God's word causes us to grieve over sin
Look at verse 136: "Streams of tears flow from my eyes, / for your law is not obeyed." Or earlier, in verse 53: "Indignation grips me because of the wicked, / who have forsaken your law." Studying God's Word does not make you morally indifferent. It educates our consciences, directing and sharpening them, and causes us to see this world and the people in it more as God does.

God's Word helps us stay pure
Look at verse nine; it's well-known. "How can a young person stay on the path of purity? / By living according to your word." Then down in verse 11: "I have hidden your word in my heart / that I might not sign against you."

Do you have any doubt that God's Word encourages holiness? Look at verse 101: "I have kept my feet from every evil path / so that I might obey your word." Isn't that amazing? It's knowing God's Word that helped the psalmist not sin. Remember how the Lord Jesus met temptation in the day of his flesh? He quoted the Bible to Satan. Why would you think you stand in less need of knowing and using the Bible to help you with temptation than Jesus did? This book is a storehouse of what we need to help us very practically as Christians.

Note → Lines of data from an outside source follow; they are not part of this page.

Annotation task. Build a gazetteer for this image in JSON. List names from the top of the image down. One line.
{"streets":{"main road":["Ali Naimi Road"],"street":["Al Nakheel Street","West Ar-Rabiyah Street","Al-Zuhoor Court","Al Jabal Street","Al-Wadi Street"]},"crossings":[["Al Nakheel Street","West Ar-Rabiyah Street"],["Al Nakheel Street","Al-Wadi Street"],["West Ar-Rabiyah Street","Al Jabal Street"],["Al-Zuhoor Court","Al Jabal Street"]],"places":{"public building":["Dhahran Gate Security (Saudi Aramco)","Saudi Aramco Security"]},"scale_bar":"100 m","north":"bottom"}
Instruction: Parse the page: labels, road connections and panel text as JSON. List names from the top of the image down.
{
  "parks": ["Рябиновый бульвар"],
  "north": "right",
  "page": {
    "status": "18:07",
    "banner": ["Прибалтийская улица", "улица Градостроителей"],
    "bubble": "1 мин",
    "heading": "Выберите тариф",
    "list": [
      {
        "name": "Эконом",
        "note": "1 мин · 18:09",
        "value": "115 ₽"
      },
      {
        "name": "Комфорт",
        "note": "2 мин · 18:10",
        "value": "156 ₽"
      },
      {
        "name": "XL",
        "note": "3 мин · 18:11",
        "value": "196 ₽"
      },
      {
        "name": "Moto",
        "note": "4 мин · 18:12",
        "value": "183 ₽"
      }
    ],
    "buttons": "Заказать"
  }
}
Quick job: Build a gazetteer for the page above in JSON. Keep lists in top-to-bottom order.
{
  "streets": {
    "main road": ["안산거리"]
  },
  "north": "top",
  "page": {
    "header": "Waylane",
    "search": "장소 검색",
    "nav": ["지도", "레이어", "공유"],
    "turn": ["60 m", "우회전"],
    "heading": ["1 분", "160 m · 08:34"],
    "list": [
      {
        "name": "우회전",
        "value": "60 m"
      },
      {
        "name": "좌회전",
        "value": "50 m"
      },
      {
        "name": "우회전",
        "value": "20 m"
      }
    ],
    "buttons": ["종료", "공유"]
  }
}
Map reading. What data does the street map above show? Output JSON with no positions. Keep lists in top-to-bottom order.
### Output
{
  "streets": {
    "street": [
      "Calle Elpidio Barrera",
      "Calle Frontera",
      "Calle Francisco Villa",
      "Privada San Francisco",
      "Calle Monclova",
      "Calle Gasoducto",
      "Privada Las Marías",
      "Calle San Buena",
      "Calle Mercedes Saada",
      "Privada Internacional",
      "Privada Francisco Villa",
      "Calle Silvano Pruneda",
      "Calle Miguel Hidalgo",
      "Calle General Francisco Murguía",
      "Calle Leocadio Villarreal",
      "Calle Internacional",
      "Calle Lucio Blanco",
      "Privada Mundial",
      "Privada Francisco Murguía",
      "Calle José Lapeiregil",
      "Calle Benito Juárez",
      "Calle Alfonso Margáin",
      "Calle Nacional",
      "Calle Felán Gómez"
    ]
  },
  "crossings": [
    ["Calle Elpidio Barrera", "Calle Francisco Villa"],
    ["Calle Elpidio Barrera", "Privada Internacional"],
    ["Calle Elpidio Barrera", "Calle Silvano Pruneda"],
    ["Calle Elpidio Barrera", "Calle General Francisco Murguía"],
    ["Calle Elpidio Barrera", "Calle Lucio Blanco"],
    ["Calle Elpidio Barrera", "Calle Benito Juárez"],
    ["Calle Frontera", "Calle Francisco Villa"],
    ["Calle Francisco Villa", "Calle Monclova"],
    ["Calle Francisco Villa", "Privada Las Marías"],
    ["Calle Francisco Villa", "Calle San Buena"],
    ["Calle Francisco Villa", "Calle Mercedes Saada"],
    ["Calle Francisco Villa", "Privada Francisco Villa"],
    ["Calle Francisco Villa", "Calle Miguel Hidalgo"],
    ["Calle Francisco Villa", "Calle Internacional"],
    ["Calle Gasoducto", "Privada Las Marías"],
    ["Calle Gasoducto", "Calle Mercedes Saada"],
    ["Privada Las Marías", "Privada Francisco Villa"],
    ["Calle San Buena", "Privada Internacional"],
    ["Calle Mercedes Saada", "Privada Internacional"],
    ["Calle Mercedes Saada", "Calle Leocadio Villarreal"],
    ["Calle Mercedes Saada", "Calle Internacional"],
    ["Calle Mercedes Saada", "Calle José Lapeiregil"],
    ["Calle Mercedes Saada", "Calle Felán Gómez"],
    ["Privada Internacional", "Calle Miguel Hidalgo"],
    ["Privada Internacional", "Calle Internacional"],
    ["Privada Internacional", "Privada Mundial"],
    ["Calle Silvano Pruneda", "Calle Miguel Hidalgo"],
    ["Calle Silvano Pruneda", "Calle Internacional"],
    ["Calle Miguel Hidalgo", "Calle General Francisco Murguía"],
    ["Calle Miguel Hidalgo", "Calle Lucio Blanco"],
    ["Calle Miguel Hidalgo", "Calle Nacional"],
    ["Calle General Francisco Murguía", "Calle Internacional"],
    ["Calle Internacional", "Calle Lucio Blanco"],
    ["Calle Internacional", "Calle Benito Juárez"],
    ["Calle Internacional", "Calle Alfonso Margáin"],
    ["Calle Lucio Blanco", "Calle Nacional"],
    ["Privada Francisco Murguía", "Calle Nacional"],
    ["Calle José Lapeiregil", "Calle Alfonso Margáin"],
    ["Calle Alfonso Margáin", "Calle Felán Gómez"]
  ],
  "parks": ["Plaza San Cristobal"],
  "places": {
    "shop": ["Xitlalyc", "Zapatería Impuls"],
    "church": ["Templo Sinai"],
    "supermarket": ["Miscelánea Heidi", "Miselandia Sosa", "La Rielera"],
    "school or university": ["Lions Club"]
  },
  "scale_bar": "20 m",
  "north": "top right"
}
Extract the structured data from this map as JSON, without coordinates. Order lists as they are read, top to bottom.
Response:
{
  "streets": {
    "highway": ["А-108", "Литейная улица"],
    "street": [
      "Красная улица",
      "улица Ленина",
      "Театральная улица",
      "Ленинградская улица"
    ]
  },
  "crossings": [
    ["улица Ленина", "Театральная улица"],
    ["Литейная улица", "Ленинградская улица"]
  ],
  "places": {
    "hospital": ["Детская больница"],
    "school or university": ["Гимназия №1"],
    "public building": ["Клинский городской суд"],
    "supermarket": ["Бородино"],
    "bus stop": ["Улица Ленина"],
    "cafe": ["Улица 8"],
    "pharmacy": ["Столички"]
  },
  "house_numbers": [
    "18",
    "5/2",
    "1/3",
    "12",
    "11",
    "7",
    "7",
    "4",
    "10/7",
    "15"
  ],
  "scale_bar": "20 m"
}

God gives through his Word
For those in various kinds of need, we find that if you study God's Word, he gives through his Word. He gives hope to the hopeless. Again and again, the psalmist says something like, "I hope in your word." To the afflicted, the Lord gives comfort. To those undergoing trials, he gives joy. I love verse 111: "Your statutes are my heritage forever; / they are the joy of my heart." Or verse 162: "I rejoice in your promise / like one who finds great spoil." To those who are going through hard times, he gives peace through his Word. Verse 165 says, "Great peace have those who love your law, / and nothing can make them stumble." To the young who read the Bible, he gives wisdom. Kids, do you want to have wisdom and understanding? Start with Psalm 119. It's not hard to understand.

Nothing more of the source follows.